Whatever the reasons, MGM’s actions are censorship and highlight the total indifference of this major corporation to the plight of the Minamata survivors and their families, Aileen Mioko Smith, who gave the filmmakers the rights to make the film, and everyone involved in the film’s production. MGM clearly doesn’t give a damn about any of this.

The bottom line for MGM and the overpaid executives who run the corporation is not the artistic honesty and power of the message of the films they distribute, but their profits and share values. People everywhere should demand MGM immediately release the movie in North America.

RP: You’ve closely studied Gene Smith’s work. How would you describe his approach, and its importance?

JH: I recently came across a Studs Terkel radio interview with Eugene Smith and Aileen recorded in the mid-1970s, just after their Minamata book was published. It’s well worth listening to, not least to hear Smith and Aileen’s voices and their commitment to expose the Minamata disaster.

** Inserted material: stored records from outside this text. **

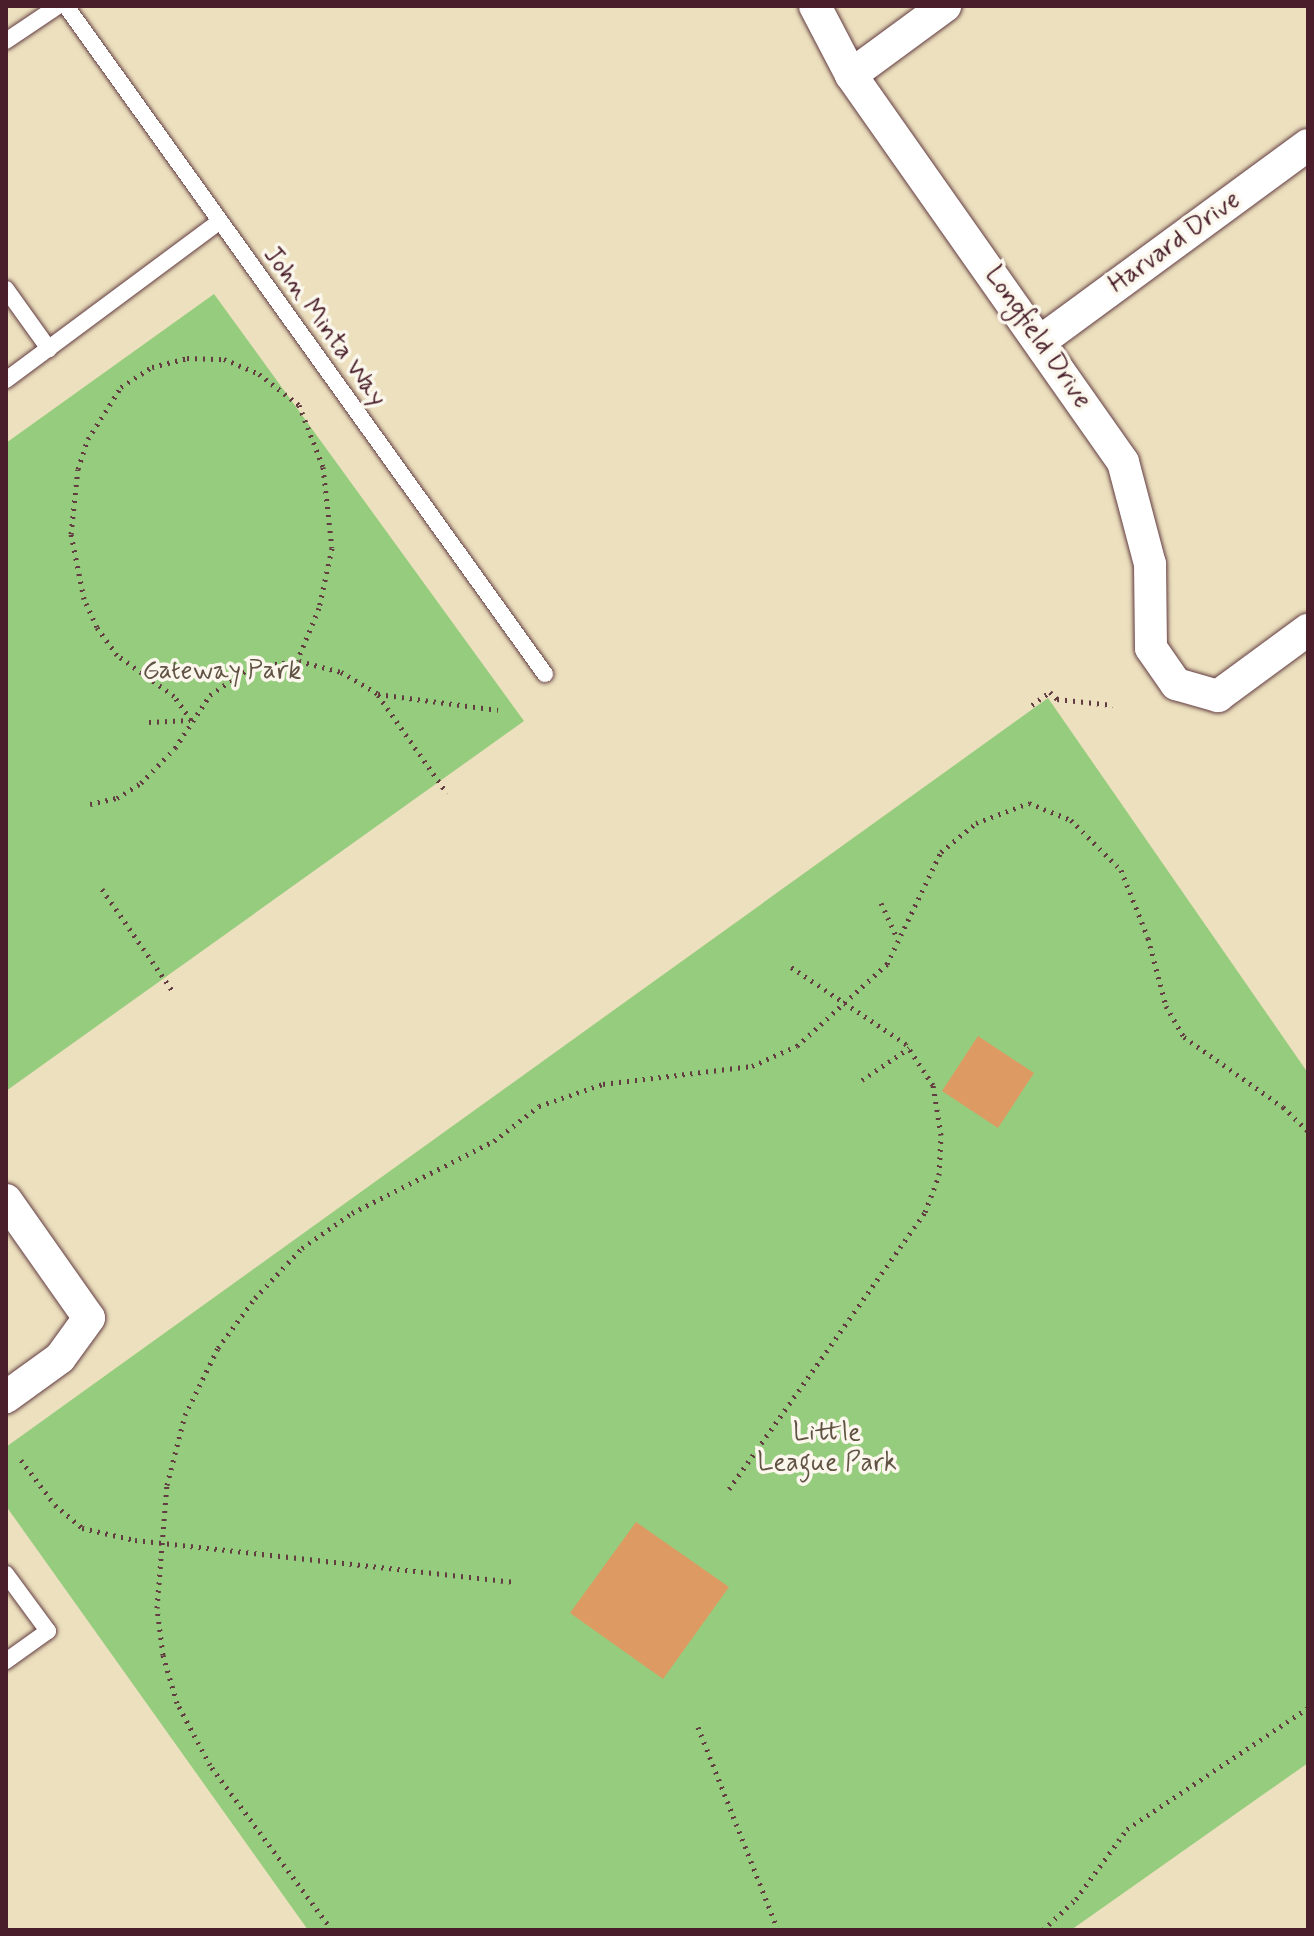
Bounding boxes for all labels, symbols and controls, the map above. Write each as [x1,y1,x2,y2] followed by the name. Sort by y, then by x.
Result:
[1104,186,1246,300] street label: Harvard Drive
[256,241,392,413] street label: John Minta Way
[977,262,1097,414] street label: Longfield Drive
[143,656,301,688] park label: Gateway Park
[757,1418,897,1480] park label: Little League Park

Smith was already established as the pioneer of the photo-essay, but the Minamata project, which I suspect was the first major exposure of industrial poisoning of a community and its terrible human consequences, established a new benchmark that others have followed.

Aileen was an accomplished photographer herself and, as Smith says in the interview, her images are some of the finest in the book. Their three-year commitment to the project, which was originally supposed to be three months, was extraordinary and points to the time and care needed in the field to get the sort of honest images necessary to illustrate complex stories and inform and hopefully move the viewer.

The Minamata story it’s not just a piece of history. The survivors and their families are still suffering. We confront a tsunami of issues, from the lead poisoning of waters supplies in Flint [Michigan] to industrial pollution of the oceans. These need to be exposed and documented by serious photojournalists.

There’s a real need and thirst—a real pushback sentiment among young people around the world—for this.